Research finds antibiotics hidden in proteins of systems other than the immune system | Science

Cesar de la Fuente at the University of Pennsylvania's machine biology group, which he directs.
Cesar de la Fuente at the University of Pennsylvania’s machine biology group, which he directs.Javi Jurio

The main heroes of the list of immune system proteins are antibodies, which neutralize or identify foreign substances such as viruses or bacteria, and cytokines, which regulate reactions and communication between cells. But this complex defense system against infection, the leading cause of death in human history before the discovery of antibiotics, has a hitherto unknown secondary player that provides a new vision of the body’s protective shield. Research by a machine biology group at the University of Pennsylvania led by Spaniard Cesar de la Fuente has discovered a new category of antimicrobial agents called encrypted peptides, hidden in molecules with different functions in all parts of the body, including the eyes. . Their research is published today in Trends in Biotechnologyfrom Cell Press.

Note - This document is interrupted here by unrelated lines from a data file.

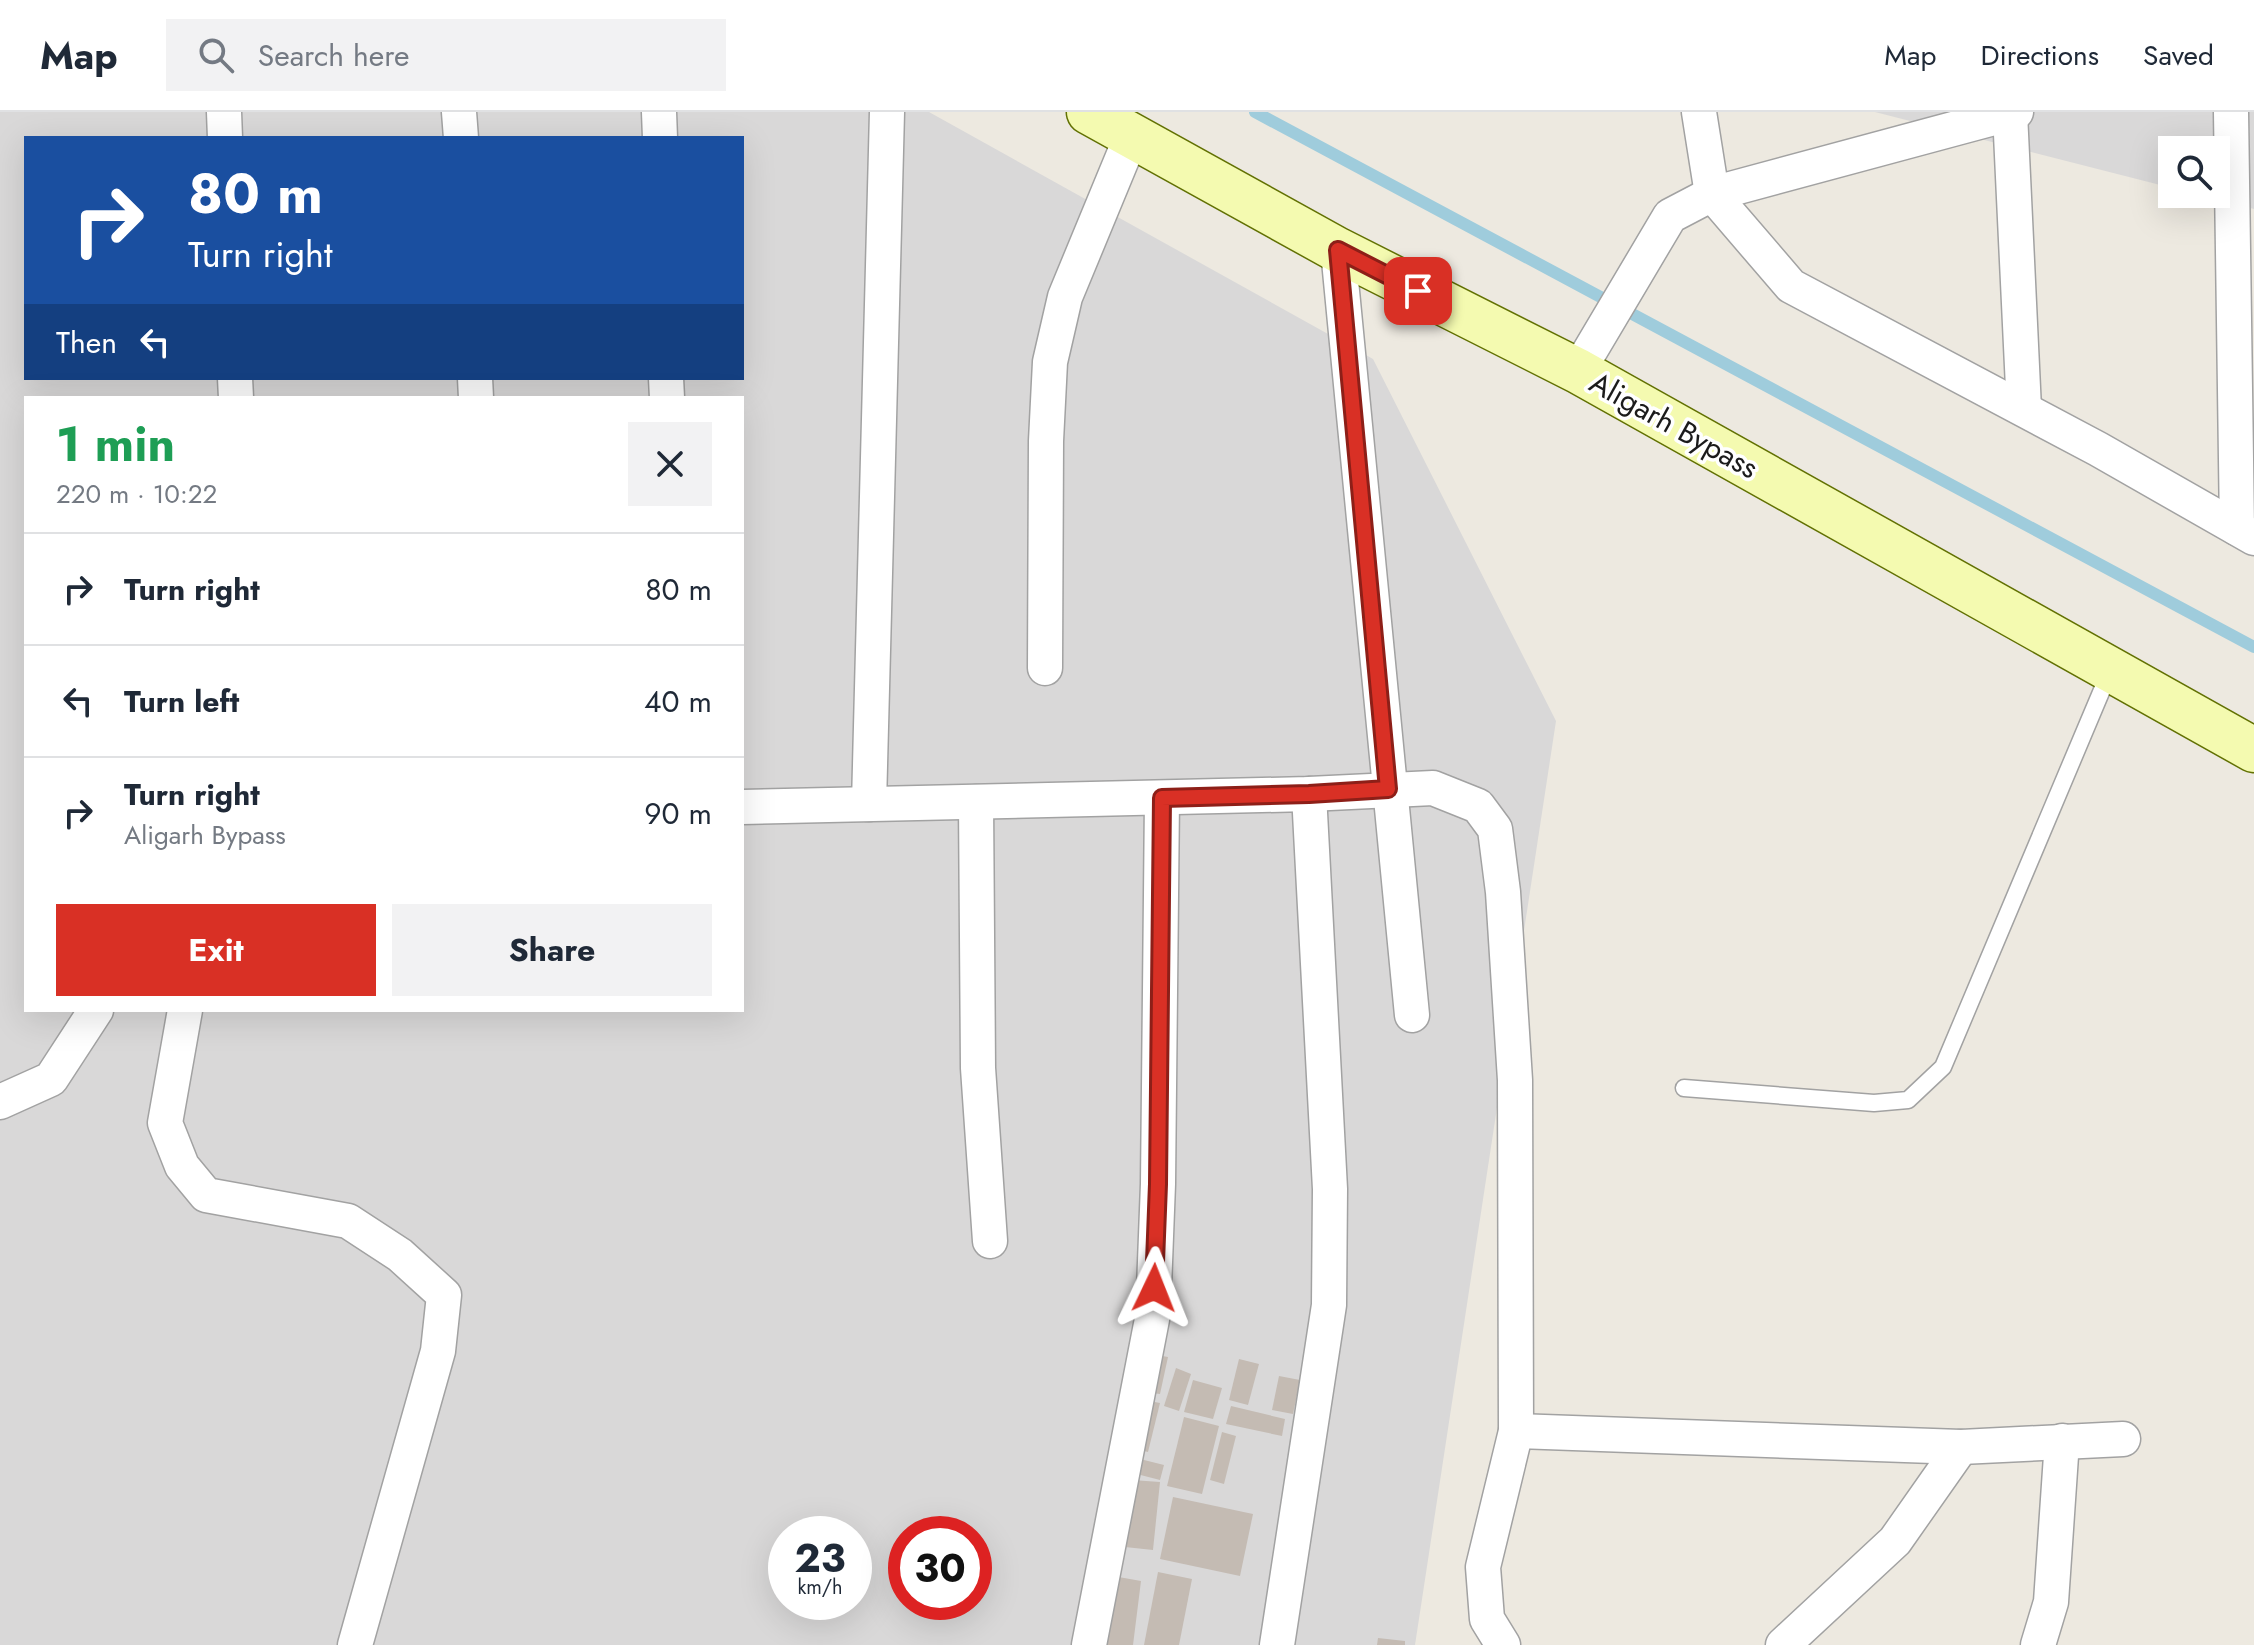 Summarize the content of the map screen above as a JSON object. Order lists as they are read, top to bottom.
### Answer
{
  "streets": {
    "main road": ["Aligarh Bypass"]
  },
  "page": {
    "header": "Map",
    "search": "Search here",
    "nav": ["Map", "Directions", "Saved"],
    "turn": ["80 m", "Turn right"],
    "then": "Then",
    "heading": ["1 min", "220 m · 10:22"],
    "list": [
      {
        "name": "Turn right",
        "value": "80 m"
      },
      {
        "name": "Turn left",
        "value": "40 m"
      },
      {
        "name": "Turn right",
        "note": "Aligarh Bypass",
        "value": "90 m"
      }
    ],
    "buttons": ["Exit", "Share"],
    "speed": "23 km/h",
    "limit": "30"
  }
}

With this work, De la Fuente’s team has deciphered one of the mysteries hidden in the human proteome, the collection of human proteins. In these molecules, which perform specific functions in all systems, such as the nervous, cardiovascular or digestive systems, chains of amino acids (peptides) were discovered whose role was unknown. “They (the encrypted peptides) are hidden in proteins that we never thought could play a role in the immune system,” explains the biotechnologist. After two years of work, the team found that 98% of the analyzed and sequenced peptides from different parts of the body, including the eye, were found in proteins not previously associated with the body’s defense against pathogens.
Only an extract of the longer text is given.